Task brief: Apart from the images, reproduce every record word for word.

Stored data entries:
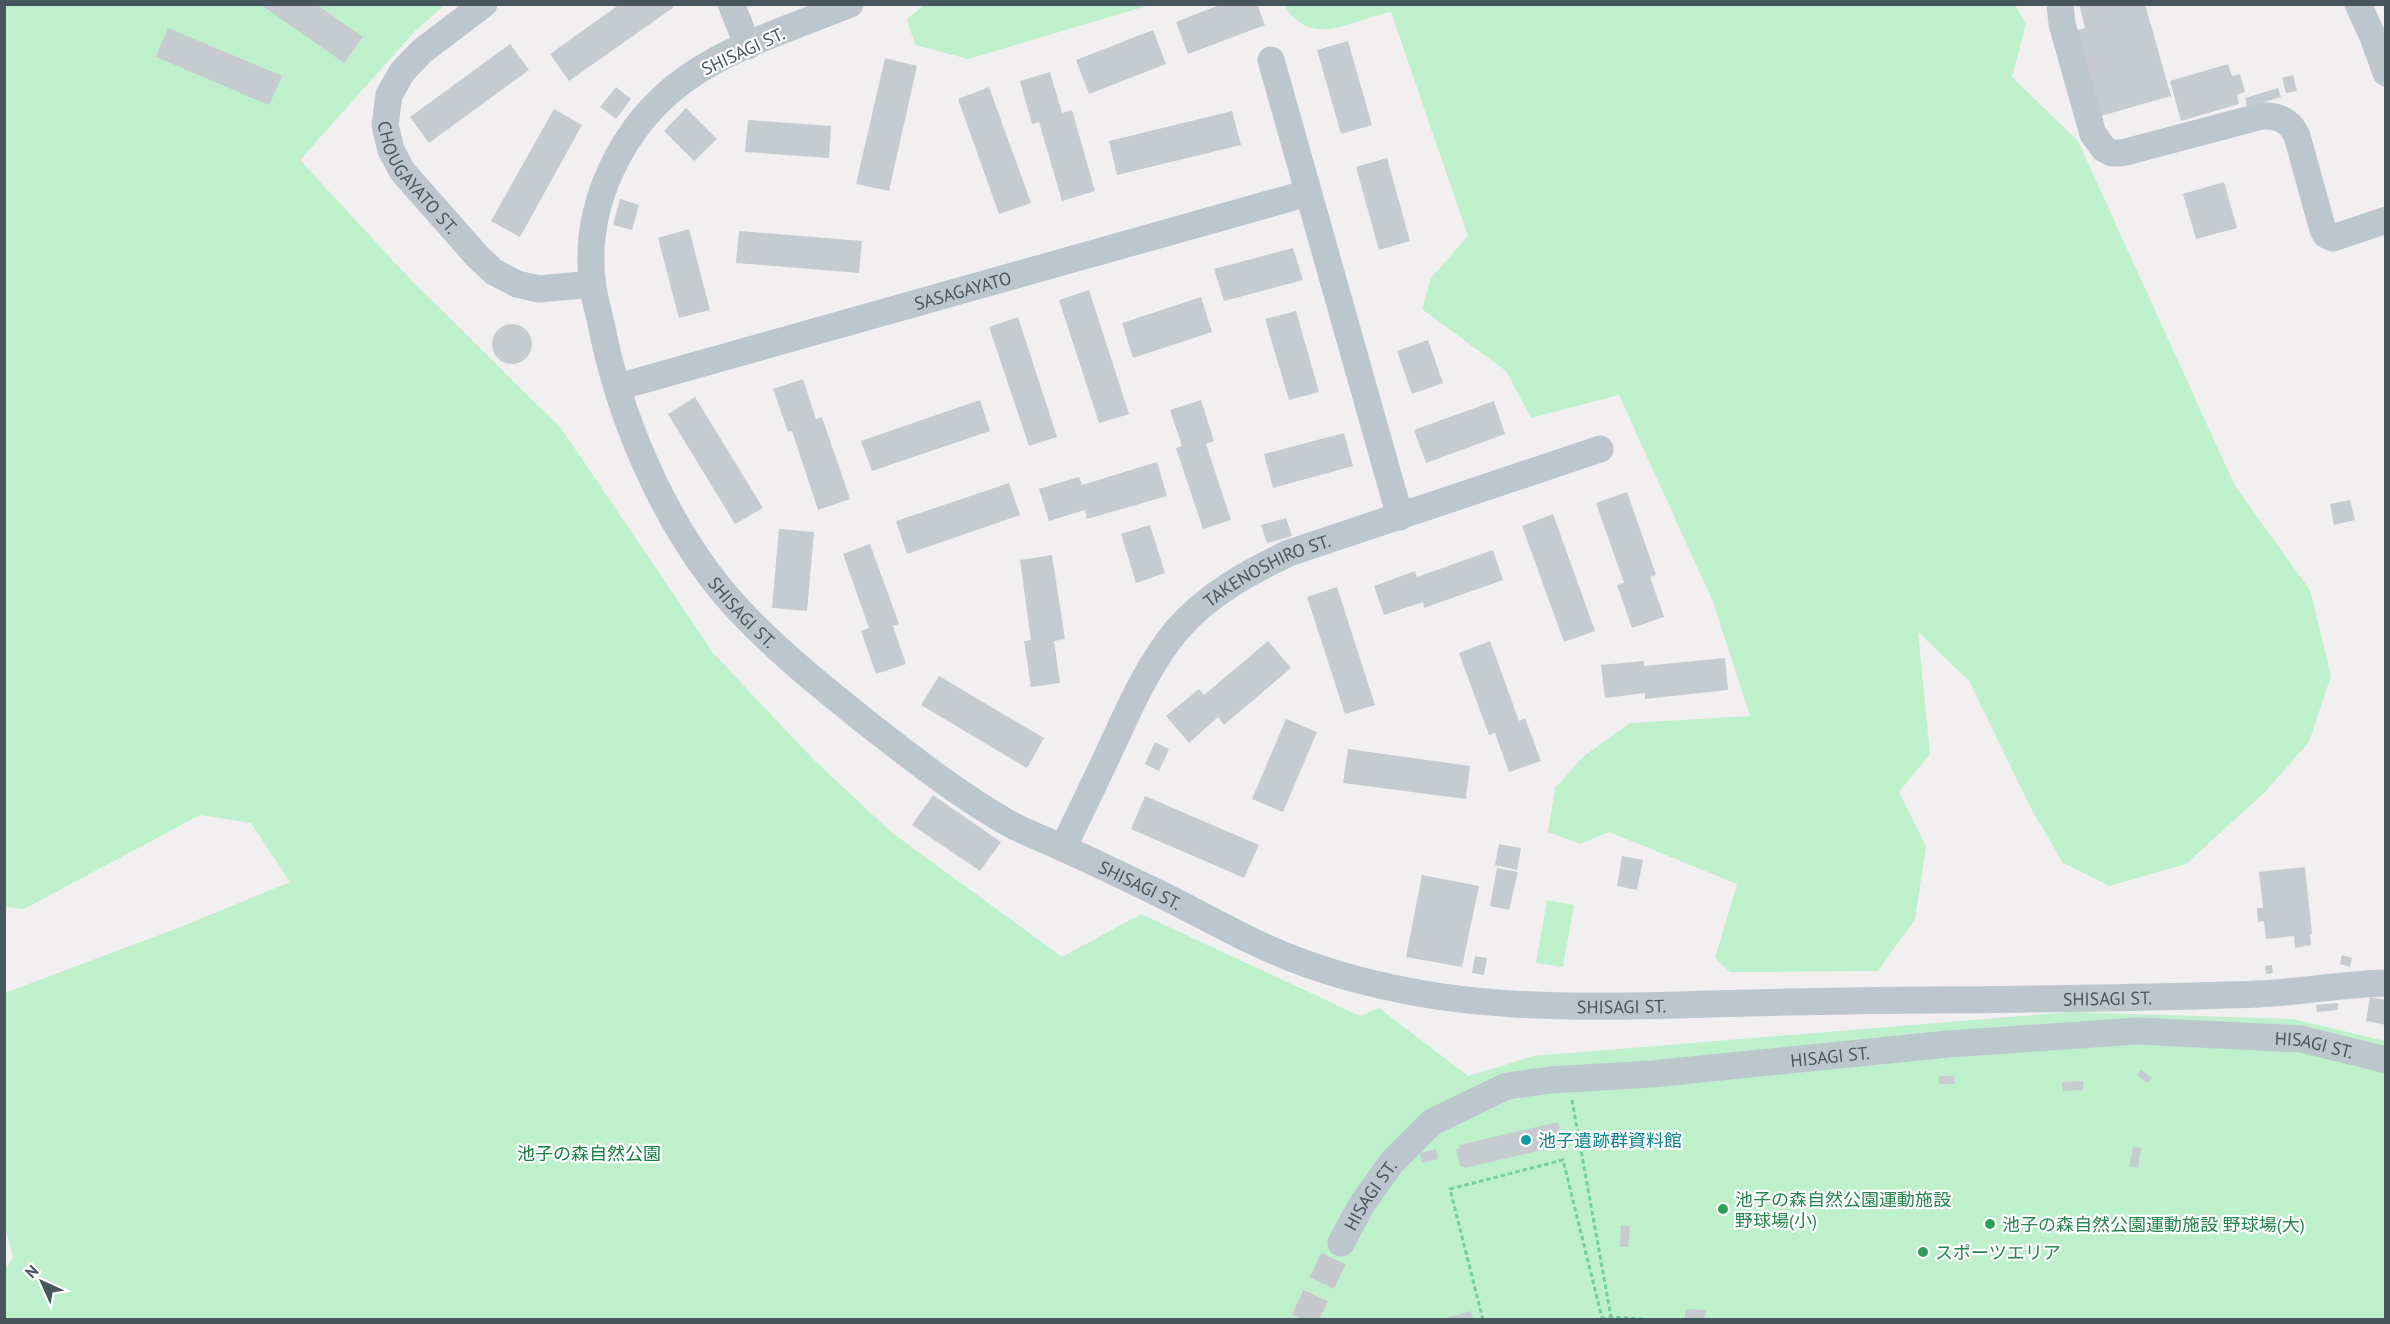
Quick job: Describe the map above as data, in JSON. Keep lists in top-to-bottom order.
{
  "streets": {
    "lane": [
      "SHISAGI ST.",
      "CHOUGAYATO ST.",
      "SASAGAYATO",
      "TAKENOSHIRO ST.",
      "HISAGI ST."
    ]
  },
  "crossings": [
    ["SHISAGI ST.", "CHOUGAYATO ST."],
    ["SHISAGI ST.", "SASAGAYATO"],
    ["SHISAGI ST.", "TAKENOSHIRO ST."]
  ],
  "parks": ["池子の森自然公園"],
  "places": [
    "池子遺跡群資料館",
    "池子の森自然公園運動施設 野球場(小)",
    "池子の森自然公園運動施設 野球場(大)",
    "スポーツエリア"
  ],
  "north": "top left"
}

Result of the exercise:
Quick job: Describe the map above as data, in JSON. Keep lists in top-to-bottom order.
{
  "streets": {
    "lane": [
      "SHISAGI ST.",
      "CHOUGAYATO ST.",
      "SASAGAYATO",
      "TAKENOSHIRO ST.",
      "HISAGI ST."
    ]
  },
  "crossings": [
    ["SHISAGI ST.", "CHOUGAYATO ST."],
    ["SHISAGI ST.", "SASAGAYATO"],
    ["SHISAGI ST.", "TAKENOSHIRO ST."]
  ],
  "parks": ["池子の森自然公園"],
  "places": [
    "池子遺跡群資料館",
    "池子の森自然公園運動施設 野球場(小)",
    "池子の森自然公園運動施設 野球場(大)",
    "スポーツエリア"
  ],
  "north": "top left"
}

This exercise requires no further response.